The Radio Times Guide to Films gave the film 3/5 stars, writing: "Although this fascinating melodrama was made decades ago, its attitudes to trade unionism and industrial action are curiously contemporary. Screenwriter Bryan Forbes explores a range of political issues, but the practised rhetoric sounds false in the mouths of the rank and file, and the best moments are not the confrontations between strikebreaker Richard Attenborough and his workmates, but those depicting the pressures on his marriage. Attenborough gives a sterling performance, but the acting honours go to Pier Angeli as his distraught wife and Alfred Burke as the devious agent provocateur."

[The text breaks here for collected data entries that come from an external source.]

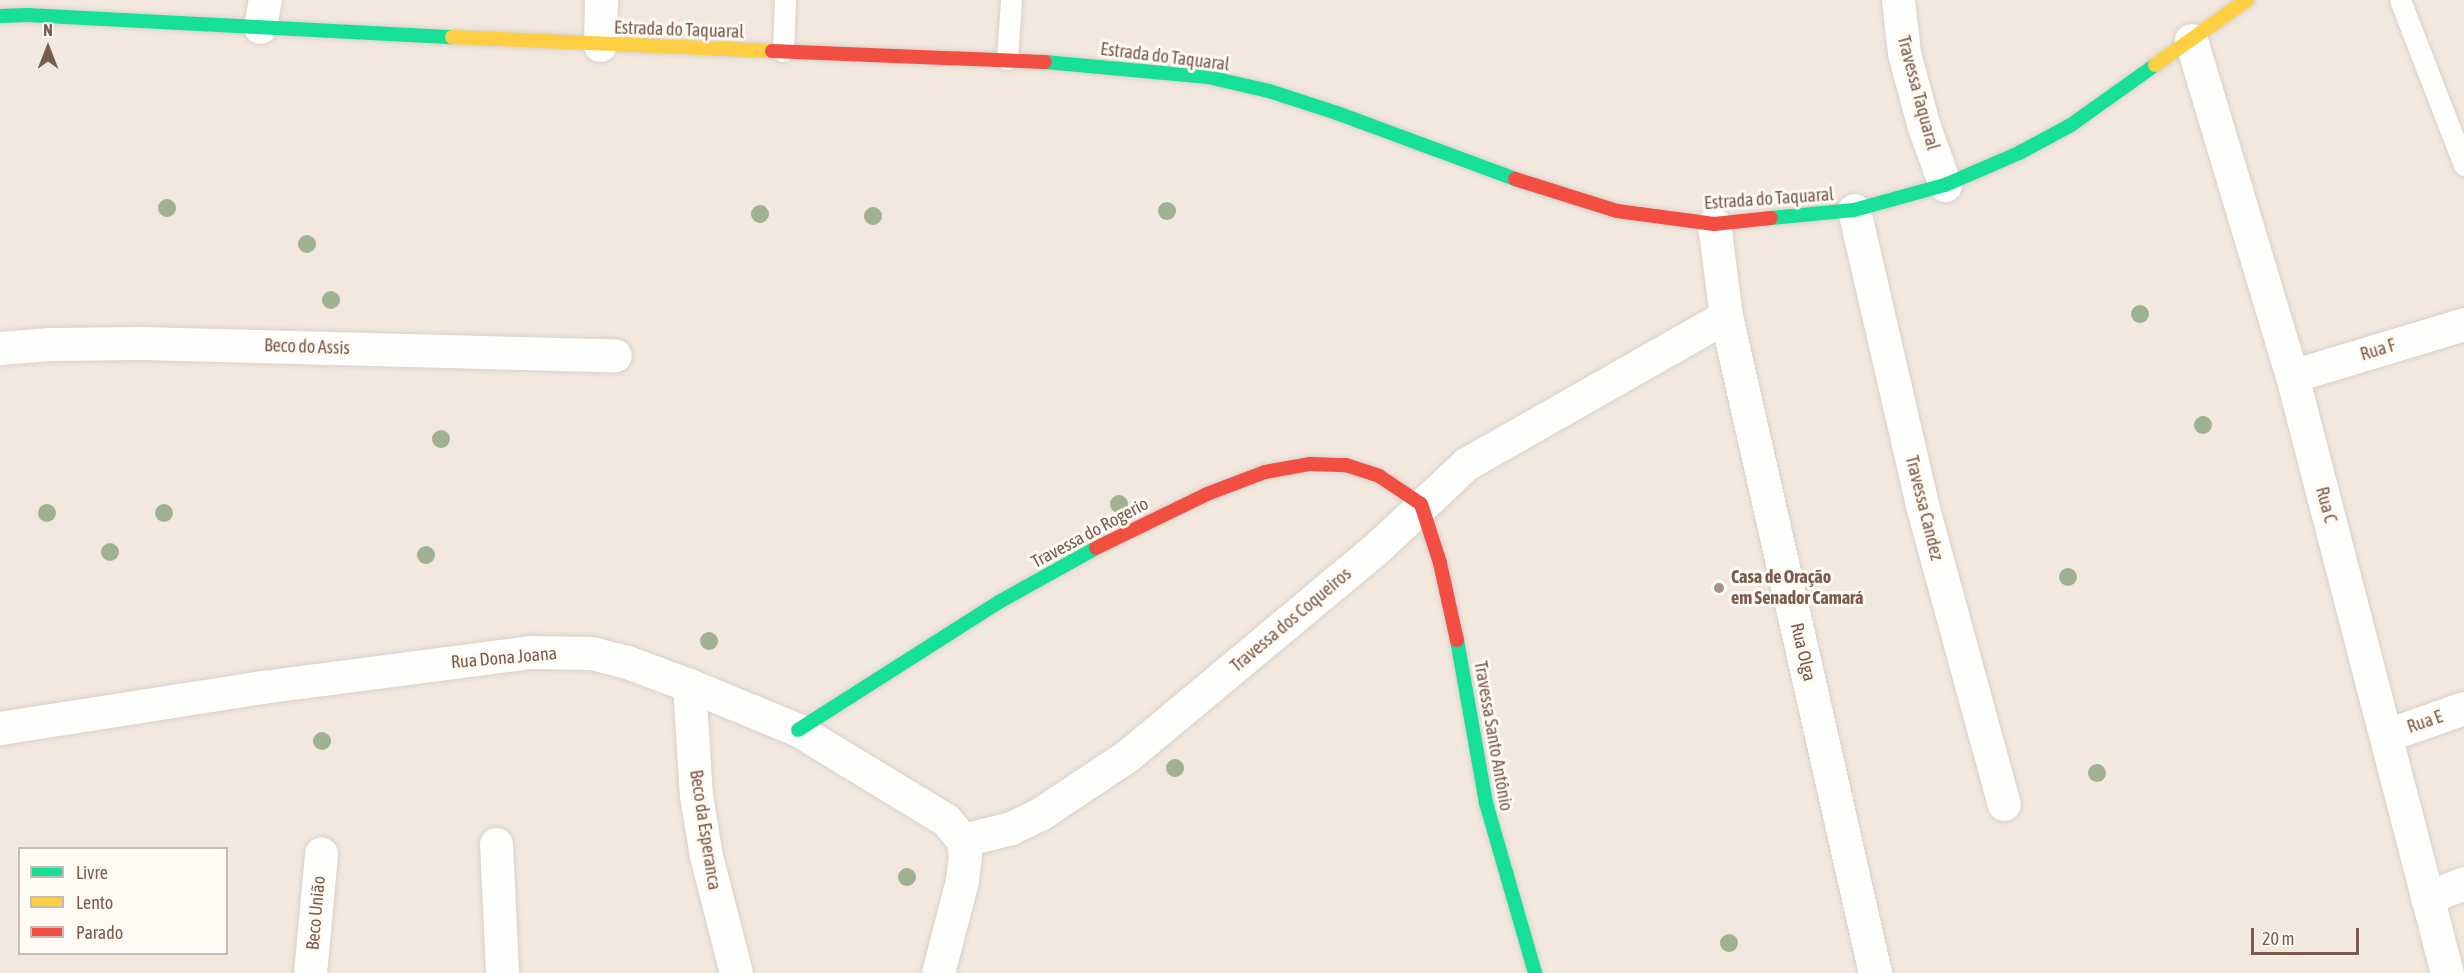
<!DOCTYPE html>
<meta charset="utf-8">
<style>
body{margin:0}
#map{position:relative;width:2464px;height:973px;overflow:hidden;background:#f9f5f0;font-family:"Asap Condensed",sans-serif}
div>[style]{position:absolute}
.residential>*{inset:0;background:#f2e8de}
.roads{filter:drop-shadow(0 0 2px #d7d1cb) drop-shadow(0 0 2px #d7d1cb)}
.lane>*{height:21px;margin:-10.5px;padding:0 10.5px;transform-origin:10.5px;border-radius:10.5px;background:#fefefd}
.street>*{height:33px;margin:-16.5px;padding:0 16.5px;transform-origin:16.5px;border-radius:16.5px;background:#fefefd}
.fast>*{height:14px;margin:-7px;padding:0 7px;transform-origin:7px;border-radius:7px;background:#16e098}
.slow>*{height:14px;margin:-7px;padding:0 7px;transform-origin:7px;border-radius:7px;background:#ffcf43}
.jam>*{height:14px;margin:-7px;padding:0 7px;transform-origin:7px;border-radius:7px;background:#f24e42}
.trees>*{width:18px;height:18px;margin:-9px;border-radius:50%;background:#9eb190}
.dots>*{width:16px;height:16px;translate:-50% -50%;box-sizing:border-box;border:3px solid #fffaf3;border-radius:50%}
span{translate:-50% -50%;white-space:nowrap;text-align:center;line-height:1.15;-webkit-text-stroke:6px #fffaf3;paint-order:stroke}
.street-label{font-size:18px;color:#7a5c4d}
.poi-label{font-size:18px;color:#7a5c4d;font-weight:700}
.left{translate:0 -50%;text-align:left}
.legend{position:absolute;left:18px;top:847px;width:210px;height:108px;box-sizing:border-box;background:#fffaf3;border:2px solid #cabbb1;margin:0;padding:8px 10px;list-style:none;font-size:18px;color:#7a5c4d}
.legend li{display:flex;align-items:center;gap:12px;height:30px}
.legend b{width:30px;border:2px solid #cabbb1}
.north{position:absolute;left:18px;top:18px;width:60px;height:60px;-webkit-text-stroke:4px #fffaf3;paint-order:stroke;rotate:0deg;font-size:16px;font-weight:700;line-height:24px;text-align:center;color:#7a5c4d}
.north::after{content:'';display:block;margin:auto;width:21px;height:27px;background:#7a5c4d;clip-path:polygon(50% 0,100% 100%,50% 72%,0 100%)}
.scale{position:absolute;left:2251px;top:928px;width:108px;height:27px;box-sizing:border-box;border:3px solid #7a5c4d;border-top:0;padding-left:8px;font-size:18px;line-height:21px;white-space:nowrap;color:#7a5c4d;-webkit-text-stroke:4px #fffaf3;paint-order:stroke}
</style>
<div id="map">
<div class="residential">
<i style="clip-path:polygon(evenodd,0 0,2464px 0,2464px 973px,0 973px,0 0,20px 848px,226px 848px,226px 954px,20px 954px,20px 848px)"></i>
</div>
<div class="roads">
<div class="lane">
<i style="left:2400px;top:0;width:177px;rotate:68.8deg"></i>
<i style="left:783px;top:51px;width:51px;rotate:-87.8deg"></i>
<i style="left:1007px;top:59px;width:59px;rotate:-86.1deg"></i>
</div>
<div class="street">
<i style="left:1898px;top:0;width:53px;rotate:83.5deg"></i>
<i style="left:1904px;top:53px;width:73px;rotate:75deg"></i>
<i style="left:1923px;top:124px;width:65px;rotate:70.2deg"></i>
<i style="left:260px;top:27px;width:27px;rotate:-80deg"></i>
<i style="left:2191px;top:40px;width:351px;rotate:73.3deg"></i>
<i style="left:2292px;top:376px;width:617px;rotate:75.45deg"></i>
<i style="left:600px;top:45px;width:45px;rotate:-88.7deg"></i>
<i style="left:1854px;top:210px;width:303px;rotate:77deg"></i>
<i style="left:1922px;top:505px;width:310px;rotate:74.7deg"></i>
<i style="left:1714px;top:224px;width:93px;rotate:82.6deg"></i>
<i style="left:1726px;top:316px;width:674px;rotate:77.22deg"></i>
<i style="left:0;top:348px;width:50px;rotate:-4.6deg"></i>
<i style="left:50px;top:344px;width:92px;rotate:-0.6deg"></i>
<i style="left:142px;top:343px;width:473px;rotate:1.5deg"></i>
<i style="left:2292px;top:376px;width:180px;rotate:-16.8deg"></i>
<i style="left:689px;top:685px;width:110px;rotate:86.4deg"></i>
<i style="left:696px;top:795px;width:62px;rotate:80.7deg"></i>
<i style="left:706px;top:856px;width:121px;rotate:75.6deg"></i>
<i style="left:0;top:728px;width:265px;rotate:-8.9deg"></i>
<i style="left:262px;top:687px;width:272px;rotate:-7.4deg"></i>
<i style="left:532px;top:652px;width:59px;rotate:1deg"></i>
<i style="left:591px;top:653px;width:37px;rotate:14deg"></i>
<i style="left:627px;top:662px;width:66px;rotate:20.4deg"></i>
<i style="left:689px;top:685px;width:118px;rotate:22.4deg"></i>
<i style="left:798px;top:730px;width:173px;rotate:31.3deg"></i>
<i style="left:946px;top:820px;width:26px;rotate:50deg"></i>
<i style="left:2387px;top:735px;width:82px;rotate:-19.3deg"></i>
<i style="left:963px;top:840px;width:49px;rotate:-14deg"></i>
<i style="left:1011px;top:828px;width:32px;rotate:-26deg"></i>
<i style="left:1040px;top:814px;width:105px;rotate:-33.7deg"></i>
<i style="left:1127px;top:756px;width:328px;rotate:-39.8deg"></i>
<i style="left:1379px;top:546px;width:120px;rotate:-43.3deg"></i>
<i style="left:1466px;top:464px;width:299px;rotate:-29.6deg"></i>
<i style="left:496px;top:844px;width:129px;rotate:87.3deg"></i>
<i style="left:2427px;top:898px;width:40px;rotate:-22deg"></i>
<i style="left:310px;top:973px;width:120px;rotate:-84.7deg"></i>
<i style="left:938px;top:973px;width:96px;rotate:-75.5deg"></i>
<i style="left:962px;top:880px;width:24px;rotate:-83deg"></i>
<i style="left:965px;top:856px;width:16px;rotate:-97deg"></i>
</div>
<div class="fast">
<i style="left:0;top:16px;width:27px;rotate:-2deg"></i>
<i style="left:27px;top:15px;width:426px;rotate:3deg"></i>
<i style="left:1045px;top:62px;width:164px;rotate:5.3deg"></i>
<i style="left:1208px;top:77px;width:63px;rotate:12.9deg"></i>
<i style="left:1269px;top:91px;width:71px;rotate:17.9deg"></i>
<i style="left:1337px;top:113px;width:190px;rotate:20.3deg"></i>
<i style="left:1771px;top:218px;width:83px;rotate:-5.5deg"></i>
<i style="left:1854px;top:210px;width:94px;rotate:-15.4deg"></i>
<i style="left:1945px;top:185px;width:81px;rotate:-23.4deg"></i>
<i style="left:2019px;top:153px;width:59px;rotate:-28.3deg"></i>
<i style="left:2071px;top:125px;width:103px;rotate:-35.5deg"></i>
<i style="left:1457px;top:640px;width:166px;rotate:79.9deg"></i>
<i style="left:1486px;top:803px;width:177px;rotate:73.9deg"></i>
<i style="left:798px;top:730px;width:238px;rotate:-32.5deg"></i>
<i style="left:999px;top:602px;width:111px;rotate:-29.1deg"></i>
</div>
<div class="slow">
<i style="left:452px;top:37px;width:320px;rotate:2.5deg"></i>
<i style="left:2155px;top:65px;width:113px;rotate:-35.2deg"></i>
</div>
<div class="jam">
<i style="left:772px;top:51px;width:273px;rotate:2.3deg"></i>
<i style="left:1515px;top:179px;width:107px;rotate:17.4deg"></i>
<i style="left:1617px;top:211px;width:98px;rotate:7.6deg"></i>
<i style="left:1714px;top:224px;width:57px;rotate:-6deg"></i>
<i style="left:1096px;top:548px;width:123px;rotate:-25.9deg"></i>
<i style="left:1207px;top:494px;width:62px;rotate:-20.8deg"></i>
<i style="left:1265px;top:472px;width:46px;rotate:-10.1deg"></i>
<i style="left:1310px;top:464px;width:36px;rotate:2deg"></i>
<i style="left:1346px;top:465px;width:35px;rotate:18deg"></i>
<i style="left:1379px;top:476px;width:50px;rotate:33.7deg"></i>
<i style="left:1421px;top:504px;width:62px;rotate:72.1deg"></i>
<i style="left:1440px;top:563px;width:79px;rotate:77.6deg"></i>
</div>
</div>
<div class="trees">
<i style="left:167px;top:208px"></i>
<i style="left:1167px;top:211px"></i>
<i style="left:760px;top:214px"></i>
<i style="left:873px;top:216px"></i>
<i style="left:307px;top:244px"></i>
<i style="left:331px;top:300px"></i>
<i style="left:2140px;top:314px"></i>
<i style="left:2203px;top:425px"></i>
<i style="left:441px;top:439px"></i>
<i style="left:1119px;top:504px"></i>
<i style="left:47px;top:513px"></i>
<i style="left:164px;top:513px"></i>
<i style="left:110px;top:552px"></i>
<i style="left:426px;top:555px"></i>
<i style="left:2068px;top:577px"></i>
<i style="left:709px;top:641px"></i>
<i style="left:322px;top:741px"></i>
<i style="left:1175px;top:768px"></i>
<i style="left:2097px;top:773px"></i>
<i style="left:907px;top:877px"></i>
<i style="left:1729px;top:943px"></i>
</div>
<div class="dots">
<i style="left:1719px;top:588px;background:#a69286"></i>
</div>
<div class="street-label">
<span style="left:679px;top:30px;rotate:2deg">Estrada do Taquaral</span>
<span style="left:1165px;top:57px;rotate:7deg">Estrada do Taquaral</span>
<span style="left:1918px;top:93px;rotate:75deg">Travessa Taquaral</span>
<span style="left:1769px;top:199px;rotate:-4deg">Estrada do Taquaral</span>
<span style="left:307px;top:347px;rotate:2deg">Beco do Assis</span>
<span style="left:2378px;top:350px;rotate:-17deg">Rua F</span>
<span style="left:2326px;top:505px;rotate:75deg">Rua C</span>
<span style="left:1924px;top:508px;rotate:76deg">Travessa Candez</span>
<span style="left:1090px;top:533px;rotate:-28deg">Travessa do Rogerio</span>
<span style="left:1291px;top:620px;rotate:-40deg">Travessa dos Coqueiros</span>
<span style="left:1803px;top:652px;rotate:77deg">Rua Olga</span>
<span style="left:504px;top:658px;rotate:-5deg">Rua Dona Joana</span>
<span style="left:2425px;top:722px;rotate:-19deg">Rua E</span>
<span style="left:1493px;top:736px;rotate:80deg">Travessa Santo Antônio</span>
<span style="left:705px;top:830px;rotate:81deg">Beco da Esperanca</span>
<span style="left:316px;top:913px;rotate:-85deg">Beco União</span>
</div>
<div class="poi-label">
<span class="left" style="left:1731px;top:588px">Casa de Oração<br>em Senador Camará</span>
</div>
<ul class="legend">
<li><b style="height:8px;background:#16e098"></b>Livre</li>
<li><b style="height:8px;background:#ffcf43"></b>Lento</li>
<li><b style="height:8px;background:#f24e42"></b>Parado</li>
</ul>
<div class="north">N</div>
<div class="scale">20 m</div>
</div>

Leslie Halliwell said: "Irresistibly reminding one of a po-faced I'm Alright Jack, this remains a fresh and urgent film which unfortunately lost excitement in its domestic scenes." Some critics have raised doubts about the politics of the film, particularly with regard to trivialisation of the needs and demands of the workers. Others suggest that the film is also a reflection of British working-class values at the time, such as 'an Englishman's home is his castle'. On Rotten Tomatoes the film has a rating of 80%, based on reviews from five critics.

=== Box office ===
Kinematograph Weekly said the film "comfortably got by" at the box office.

By 1971 the film had made an estimated profit of £58,000. In 1997 Bryan Forbes estimated the profit at £200,000.